June 29, 2022

Why the Open Sourcing of Databricks Delta Lake Table Format Is a Big Deal

Databricks introduced Delta back in 2019 as a way to gain transactional integrity with the Parquet data table format for Spark cloud workloads. Over time, Delta evolved to become its own table format and also to become more open, but critical elements remained proprietary. But now the entirety of the Delta table format is going open source, as the creator of Delta explained this week at the Data + AI Summit.

Prior to Delta, data lakes and data warehouses occupied separate worlds, explained Michael Armbrust, a Databricks distinguished software engineer and the creator of Delta Lake, Spark SQL, and Spark Structured Streaming.
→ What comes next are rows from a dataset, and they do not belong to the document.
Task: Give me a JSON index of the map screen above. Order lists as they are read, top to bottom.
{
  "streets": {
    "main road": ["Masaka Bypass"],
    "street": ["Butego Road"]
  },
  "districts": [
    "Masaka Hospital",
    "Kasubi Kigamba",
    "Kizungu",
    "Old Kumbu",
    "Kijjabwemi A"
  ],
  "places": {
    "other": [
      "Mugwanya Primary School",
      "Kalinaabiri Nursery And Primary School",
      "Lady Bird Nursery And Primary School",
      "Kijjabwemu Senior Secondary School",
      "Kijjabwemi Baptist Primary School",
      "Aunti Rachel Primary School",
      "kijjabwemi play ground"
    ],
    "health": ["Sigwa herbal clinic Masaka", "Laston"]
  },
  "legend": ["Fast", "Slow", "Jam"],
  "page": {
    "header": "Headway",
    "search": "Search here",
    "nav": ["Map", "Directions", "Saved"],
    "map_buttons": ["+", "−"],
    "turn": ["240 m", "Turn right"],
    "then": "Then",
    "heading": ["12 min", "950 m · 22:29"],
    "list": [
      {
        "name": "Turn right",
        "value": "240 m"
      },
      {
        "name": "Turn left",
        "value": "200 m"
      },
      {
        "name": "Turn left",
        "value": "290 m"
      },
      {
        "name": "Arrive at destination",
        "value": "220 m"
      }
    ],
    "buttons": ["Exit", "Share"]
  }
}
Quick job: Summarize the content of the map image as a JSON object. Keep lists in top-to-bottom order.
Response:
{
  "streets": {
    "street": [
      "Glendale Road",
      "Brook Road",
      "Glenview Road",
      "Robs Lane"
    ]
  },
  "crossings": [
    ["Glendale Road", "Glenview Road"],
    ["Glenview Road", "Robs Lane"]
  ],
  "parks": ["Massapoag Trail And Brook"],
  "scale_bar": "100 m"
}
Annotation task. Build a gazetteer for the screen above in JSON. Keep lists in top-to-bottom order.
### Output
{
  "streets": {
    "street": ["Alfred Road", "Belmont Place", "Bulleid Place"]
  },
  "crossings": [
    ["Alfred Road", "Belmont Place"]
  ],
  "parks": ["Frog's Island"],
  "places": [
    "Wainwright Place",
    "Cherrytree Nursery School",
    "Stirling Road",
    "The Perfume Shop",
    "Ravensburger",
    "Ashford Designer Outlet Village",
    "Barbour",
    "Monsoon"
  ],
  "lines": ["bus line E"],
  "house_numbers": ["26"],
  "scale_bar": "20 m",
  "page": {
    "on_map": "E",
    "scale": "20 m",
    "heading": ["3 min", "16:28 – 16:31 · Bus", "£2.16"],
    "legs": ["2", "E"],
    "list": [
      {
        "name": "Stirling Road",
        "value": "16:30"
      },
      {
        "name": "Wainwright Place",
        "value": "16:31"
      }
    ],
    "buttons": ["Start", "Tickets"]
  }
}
“Delta was created to unify these two worlds,” Armbrust said in his keynote address at the Moscone Center yesterday. “It brings ACID transactions to the data lake. And it brings speed and indexing and it doesn’t sacrifice in scalability or elasticity. It’s what enables the lakehouse.”

Databricks Delta, as the product was originally called, augmented the company’s Apache Spark-based cloud offering by maintaining the lineage of changes made to Parquet files, the compressed columnar data format that rose to prominence in Hadoop clusters and remains a core workhorse today in modern big data systems in the cloud.

While Parquet is “pretty cool,” it still had a bunch of problems, Armbrust said. “It’s part of a database,” he said. “[But] it turns out that a big collection of files is not a database.”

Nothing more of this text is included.